> [About this task]
Drop the pictures, then repeat every record exactly as it stands.

[Records Boundary: Start]

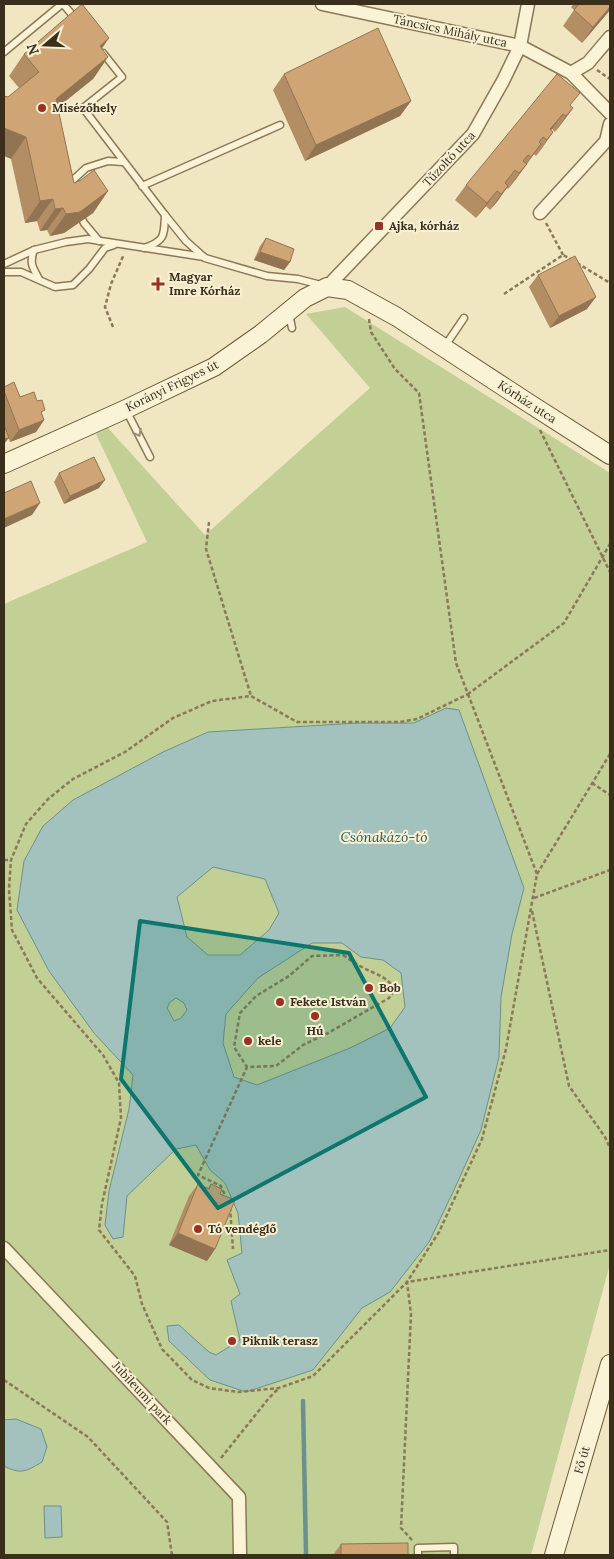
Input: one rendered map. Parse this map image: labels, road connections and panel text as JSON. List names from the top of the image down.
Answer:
{
  "streets": {
    "main road": ["Korányi Frigyes út", "Kórház utca", "Fő út"],
    "street": ["Táncsics Mihály utca", "Tűzoltó utca", "Jubileumi park"]
  },
  "crossings": [
    ["Táncsics Mihály utca", "Tűzoltó utca"],
    ["Tűzoltó utca", "Korányi Frigyes út"],
    ["Tűzoltó utca", "Kórház utca"],
    ["Korányi Frigyes út", "Kórház utca"]
  ],
  "water": ["Csónakázó-tó"],
  "places": {
    "other": [
      "Misézőhely",
      "Bob",
      "Fekete István",
      "Hú",
      "kele",
      "Tó vendéglő",
      "Piknik terasz"
    ],
    "transit": ["Ajka, kórház"],
    "health": ["Magyar Imre Kórház"]
  },
  "north": "left"
}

[Records Boundary: End]

> [Task result]
Input: one rendered map. Parse this map image: labels, road connections and panel text as JSON. List names from the top of the image down.
Answer:
{
  "streets": {
    "main road": ["Korányi Frigyes út", "Kórház utca", "Fő út"],
    "street": ["Táncsics Mihály utca", "Tűzoltó utca", "Jubileumi park"]
  },
  "crossings": [
    ["Táncsics Mihály utca", "Tűzoltó utca"],
    ["Tűzoltó utca", "Korányi Frigyes út"],
    ["Tűzoltó utca", "Kórház utca"],
    ["Korányi Frigyes út", "Kórház utca"]
  ],
  "water": ["Csónakázó-tó"],
  "places": {
    "other": [
      "Misézőhely",
      "Bob",
      "Fekete István",
      "Hú",
      "kele",
      "Tó vendéglő",
      "Piknik terasz"
    ],
    "transit": ["Ajka, kórház"],
    "health": ["Magyar Imre Kórház"]
  },
  "north": "left"
}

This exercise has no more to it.